▶ [Directions for this task]: Write out exactly the lines of the entries below, from the first through the line containing "0 4px,transparent 0", and nothing beyond them.
(Beginning of Excerpted data)
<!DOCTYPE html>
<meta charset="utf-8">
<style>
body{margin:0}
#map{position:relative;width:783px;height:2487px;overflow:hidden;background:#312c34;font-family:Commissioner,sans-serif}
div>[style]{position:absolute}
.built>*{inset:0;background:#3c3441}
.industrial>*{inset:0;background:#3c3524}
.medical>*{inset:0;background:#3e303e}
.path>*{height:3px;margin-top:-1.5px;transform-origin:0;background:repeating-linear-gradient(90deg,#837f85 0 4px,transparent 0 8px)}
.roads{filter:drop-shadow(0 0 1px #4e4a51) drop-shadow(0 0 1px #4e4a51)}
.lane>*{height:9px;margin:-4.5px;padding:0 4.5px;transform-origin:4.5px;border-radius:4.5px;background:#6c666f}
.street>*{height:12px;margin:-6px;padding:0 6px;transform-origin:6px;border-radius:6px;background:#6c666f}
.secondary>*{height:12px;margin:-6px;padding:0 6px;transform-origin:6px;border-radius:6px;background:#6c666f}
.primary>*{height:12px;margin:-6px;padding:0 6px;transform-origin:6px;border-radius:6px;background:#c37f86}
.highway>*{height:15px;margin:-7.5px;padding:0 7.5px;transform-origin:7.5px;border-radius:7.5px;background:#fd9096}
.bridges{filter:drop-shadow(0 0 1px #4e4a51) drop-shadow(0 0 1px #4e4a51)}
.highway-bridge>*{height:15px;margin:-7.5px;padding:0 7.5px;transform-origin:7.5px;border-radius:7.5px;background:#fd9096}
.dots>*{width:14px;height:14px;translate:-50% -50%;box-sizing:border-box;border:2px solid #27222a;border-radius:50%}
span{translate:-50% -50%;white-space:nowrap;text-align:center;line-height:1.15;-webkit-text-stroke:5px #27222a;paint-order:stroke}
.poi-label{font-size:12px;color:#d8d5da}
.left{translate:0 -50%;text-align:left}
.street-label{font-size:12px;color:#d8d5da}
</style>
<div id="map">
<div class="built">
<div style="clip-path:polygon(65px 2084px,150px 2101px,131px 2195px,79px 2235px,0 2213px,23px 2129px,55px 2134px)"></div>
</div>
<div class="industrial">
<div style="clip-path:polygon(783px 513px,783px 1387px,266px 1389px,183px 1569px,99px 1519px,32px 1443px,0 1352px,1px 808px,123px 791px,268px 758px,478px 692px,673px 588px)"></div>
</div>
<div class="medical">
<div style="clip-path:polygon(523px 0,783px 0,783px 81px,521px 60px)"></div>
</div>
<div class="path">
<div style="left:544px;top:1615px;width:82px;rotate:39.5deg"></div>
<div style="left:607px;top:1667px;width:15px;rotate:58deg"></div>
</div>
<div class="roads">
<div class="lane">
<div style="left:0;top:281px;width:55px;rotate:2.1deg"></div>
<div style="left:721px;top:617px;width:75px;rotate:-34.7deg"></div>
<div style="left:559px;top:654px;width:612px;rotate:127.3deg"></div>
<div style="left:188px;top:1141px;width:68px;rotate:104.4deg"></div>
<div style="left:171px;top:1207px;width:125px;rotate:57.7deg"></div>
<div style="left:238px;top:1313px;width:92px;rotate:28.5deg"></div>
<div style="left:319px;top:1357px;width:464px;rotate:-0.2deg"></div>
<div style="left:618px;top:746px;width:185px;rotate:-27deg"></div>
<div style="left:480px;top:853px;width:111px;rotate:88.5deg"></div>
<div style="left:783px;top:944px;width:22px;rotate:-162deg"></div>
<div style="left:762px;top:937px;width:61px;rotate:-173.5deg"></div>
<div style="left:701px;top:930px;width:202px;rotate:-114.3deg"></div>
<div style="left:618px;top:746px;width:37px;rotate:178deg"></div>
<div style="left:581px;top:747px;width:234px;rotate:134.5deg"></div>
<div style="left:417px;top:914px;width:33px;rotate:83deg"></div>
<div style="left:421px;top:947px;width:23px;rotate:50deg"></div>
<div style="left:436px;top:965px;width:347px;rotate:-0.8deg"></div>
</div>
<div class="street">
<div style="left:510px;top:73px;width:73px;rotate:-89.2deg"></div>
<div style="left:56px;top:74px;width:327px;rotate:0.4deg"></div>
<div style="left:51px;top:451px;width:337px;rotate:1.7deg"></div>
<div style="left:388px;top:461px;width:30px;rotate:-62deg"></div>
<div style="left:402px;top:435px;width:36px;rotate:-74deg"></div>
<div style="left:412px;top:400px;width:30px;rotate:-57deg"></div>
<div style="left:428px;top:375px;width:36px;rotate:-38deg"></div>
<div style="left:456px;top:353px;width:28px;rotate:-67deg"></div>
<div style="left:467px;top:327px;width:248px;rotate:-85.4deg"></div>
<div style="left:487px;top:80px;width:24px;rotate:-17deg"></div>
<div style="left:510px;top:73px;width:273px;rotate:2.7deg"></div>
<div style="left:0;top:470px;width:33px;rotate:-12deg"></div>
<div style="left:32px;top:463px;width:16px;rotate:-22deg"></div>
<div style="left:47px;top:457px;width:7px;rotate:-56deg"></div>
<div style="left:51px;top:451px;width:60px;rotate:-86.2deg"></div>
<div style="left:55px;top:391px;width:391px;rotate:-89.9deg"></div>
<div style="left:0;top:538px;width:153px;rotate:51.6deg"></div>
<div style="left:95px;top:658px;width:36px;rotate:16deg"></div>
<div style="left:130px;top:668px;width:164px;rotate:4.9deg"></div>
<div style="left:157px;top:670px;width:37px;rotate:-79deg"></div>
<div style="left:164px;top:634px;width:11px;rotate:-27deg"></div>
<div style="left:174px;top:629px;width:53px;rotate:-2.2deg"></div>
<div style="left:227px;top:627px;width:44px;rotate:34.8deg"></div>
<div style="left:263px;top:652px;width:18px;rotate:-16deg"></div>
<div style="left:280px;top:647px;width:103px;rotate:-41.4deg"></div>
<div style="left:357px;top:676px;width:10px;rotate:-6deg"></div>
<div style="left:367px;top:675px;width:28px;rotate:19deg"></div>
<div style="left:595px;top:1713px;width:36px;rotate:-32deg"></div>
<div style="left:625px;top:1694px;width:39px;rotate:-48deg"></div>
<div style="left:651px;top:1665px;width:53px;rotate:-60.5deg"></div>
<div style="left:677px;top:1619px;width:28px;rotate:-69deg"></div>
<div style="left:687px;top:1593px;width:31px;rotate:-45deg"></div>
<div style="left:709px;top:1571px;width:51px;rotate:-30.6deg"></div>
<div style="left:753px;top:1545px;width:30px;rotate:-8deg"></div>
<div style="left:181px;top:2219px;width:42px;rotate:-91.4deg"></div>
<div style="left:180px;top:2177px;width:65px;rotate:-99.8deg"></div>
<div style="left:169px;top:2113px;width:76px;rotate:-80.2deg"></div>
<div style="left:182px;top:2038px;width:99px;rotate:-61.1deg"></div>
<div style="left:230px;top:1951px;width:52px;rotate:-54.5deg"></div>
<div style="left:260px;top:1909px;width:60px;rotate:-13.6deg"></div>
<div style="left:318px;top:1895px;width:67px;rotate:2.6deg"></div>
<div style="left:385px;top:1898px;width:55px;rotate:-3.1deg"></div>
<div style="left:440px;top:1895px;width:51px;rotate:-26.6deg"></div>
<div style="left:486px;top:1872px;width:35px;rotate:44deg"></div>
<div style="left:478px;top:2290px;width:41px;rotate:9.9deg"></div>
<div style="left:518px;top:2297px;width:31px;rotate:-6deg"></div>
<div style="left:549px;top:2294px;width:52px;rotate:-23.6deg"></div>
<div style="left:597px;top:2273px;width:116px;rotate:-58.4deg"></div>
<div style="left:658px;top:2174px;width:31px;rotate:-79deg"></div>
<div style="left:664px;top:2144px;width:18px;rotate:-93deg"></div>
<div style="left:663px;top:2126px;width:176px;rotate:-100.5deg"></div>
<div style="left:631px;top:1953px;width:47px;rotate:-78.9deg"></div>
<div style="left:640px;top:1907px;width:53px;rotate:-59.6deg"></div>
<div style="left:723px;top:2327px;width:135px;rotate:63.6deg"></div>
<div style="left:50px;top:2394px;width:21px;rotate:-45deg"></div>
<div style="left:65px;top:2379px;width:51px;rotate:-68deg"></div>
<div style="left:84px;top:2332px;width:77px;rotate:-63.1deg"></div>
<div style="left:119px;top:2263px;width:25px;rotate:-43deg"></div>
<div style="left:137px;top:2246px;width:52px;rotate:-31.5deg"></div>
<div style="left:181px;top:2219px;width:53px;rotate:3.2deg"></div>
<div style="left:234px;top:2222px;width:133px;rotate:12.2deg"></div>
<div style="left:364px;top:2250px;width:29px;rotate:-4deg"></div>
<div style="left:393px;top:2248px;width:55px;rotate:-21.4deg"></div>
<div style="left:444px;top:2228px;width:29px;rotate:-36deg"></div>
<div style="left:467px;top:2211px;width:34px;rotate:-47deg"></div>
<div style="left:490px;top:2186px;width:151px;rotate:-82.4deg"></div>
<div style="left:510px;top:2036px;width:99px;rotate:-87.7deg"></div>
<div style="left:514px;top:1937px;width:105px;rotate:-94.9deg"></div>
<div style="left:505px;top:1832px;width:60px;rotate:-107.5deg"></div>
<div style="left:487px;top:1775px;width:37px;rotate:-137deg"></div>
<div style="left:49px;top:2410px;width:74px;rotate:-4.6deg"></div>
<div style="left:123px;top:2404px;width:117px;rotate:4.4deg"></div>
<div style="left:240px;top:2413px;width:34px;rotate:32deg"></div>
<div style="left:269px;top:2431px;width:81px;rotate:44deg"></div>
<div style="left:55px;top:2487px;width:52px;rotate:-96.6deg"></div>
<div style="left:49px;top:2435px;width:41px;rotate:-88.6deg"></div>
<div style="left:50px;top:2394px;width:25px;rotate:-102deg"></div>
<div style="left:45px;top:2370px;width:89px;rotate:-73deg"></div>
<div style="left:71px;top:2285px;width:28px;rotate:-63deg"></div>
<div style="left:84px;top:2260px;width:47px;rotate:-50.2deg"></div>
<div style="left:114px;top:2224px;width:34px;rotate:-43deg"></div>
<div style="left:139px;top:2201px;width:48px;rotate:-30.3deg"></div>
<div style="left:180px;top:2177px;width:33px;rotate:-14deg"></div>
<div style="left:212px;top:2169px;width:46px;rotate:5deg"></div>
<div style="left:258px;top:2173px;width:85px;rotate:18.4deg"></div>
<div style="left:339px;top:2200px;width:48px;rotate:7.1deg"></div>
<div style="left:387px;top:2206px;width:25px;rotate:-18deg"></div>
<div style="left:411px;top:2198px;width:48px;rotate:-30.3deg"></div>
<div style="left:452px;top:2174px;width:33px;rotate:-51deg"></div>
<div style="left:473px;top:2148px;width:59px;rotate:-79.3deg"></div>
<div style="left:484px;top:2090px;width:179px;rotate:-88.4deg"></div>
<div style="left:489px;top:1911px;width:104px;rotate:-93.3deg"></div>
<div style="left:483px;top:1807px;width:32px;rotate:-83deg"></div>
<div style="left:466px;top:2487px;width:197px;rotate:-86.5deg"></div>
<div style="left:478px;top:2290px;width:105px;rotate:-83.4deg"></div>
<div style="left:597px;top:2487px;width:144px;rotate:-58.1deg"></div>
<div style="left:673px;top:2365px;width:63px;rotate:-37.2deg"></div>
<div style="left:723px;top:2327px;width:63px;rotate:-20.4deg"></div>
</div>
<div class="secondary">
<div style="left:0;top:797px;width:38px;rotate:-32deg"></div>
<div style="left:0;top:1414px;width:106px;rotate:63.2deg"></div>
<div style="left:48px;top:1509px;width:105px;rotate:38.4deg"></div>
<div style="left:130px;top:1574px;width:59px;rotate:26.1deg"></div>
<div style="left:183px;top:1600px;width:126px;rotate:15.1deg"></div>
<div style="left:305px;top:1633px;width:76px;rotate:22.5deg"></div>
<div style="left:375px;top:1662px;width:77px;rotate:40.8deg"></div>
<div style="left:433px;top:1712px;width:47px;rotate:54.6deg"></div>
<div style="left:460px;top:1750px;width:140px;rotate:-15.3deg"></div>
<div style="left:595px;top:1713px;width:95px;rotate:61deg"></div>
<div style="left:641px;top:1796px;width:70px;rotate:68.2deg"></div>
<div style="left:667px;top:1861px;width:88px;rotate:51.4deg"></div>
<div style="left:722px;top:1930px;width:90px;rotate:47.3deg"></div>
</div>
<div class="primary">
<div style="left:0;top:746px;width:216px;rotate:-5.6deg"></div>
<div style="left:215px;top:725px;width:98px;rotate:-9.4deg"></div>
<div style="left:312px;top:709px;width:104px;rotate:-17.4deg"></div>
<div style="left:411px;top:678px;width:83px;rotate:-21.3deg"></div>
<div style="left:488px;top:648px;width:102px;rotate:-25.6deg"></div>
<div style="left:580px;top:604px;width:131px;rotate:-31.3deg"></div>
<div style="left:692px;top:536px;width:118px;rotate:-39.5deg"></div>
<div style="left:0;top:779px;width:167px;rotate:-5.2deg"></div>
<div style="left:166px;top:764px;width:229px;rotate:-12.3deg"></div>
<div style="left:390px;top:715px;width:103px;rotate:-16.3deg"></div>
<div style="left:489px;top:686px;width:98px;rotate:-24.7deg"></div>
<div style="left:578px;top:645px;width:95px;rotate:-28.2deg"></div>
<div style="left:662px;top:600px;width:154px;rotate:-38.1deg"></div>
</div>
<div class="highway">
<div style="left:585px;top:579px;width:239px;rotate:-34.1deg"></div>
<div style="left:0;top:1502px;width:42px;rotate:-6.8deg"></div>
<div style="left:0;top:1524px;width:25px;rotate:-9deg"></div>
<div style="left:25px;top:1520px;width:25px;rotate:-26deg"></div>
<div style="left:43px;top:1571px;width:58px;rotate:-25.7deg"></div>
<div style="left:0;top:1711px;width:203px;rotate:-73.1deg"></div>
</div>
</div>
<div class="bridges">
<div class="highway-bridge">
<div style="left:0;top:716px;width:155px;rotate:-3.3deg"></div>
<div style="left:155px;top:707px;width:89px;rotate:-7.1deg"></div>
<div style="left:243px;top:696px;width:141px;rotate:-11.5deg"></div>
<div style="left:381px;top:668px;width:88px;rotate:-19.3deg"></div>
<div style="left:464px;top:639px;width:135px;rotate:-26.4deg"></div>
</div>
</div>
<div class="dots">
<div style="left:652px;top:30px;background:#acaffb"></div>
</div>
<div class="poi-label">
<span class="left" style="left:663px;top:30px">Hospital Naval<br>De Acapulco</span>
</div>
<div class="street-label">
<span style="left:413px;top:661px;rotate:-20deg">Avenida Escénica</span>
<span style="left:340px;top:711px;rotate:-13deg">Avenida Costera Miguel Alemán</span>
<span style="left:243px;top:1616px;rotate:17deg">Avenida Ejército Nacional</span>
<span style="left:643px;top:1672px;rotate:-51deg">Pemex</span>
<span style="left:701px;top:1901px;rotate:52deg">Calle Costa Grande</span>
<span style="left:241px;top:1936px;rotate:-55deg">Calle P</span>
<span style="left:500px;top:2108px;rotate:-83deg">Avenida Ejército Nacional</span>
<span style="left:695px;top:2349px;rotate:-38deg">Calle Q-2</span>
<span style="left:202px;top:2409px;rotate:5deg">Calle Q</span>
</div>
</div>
(End of Excerpted data)
▶ [Exercise result]:
<!DOCTYPE html>
<meta charset="utf-8">
<style>
body{margin:0}
#map{position:relative;width:783px;height:2487px;overflow:hidden;background:#312c34;font-family:Commissioner,sans-serif}
div>[style]{position:absolute}
.built>*{inset:0;background:#3c3441}
.industrial>*{inset:0;background:#3c3524}
.medical>*{inset:0;background:#3e303e}
.path>*{height:3px;margin-top:-1.5px;transform-origin:0;background:repeating-linear-gradient(90deg,#837f85 0 4px,transparent 0 8px)}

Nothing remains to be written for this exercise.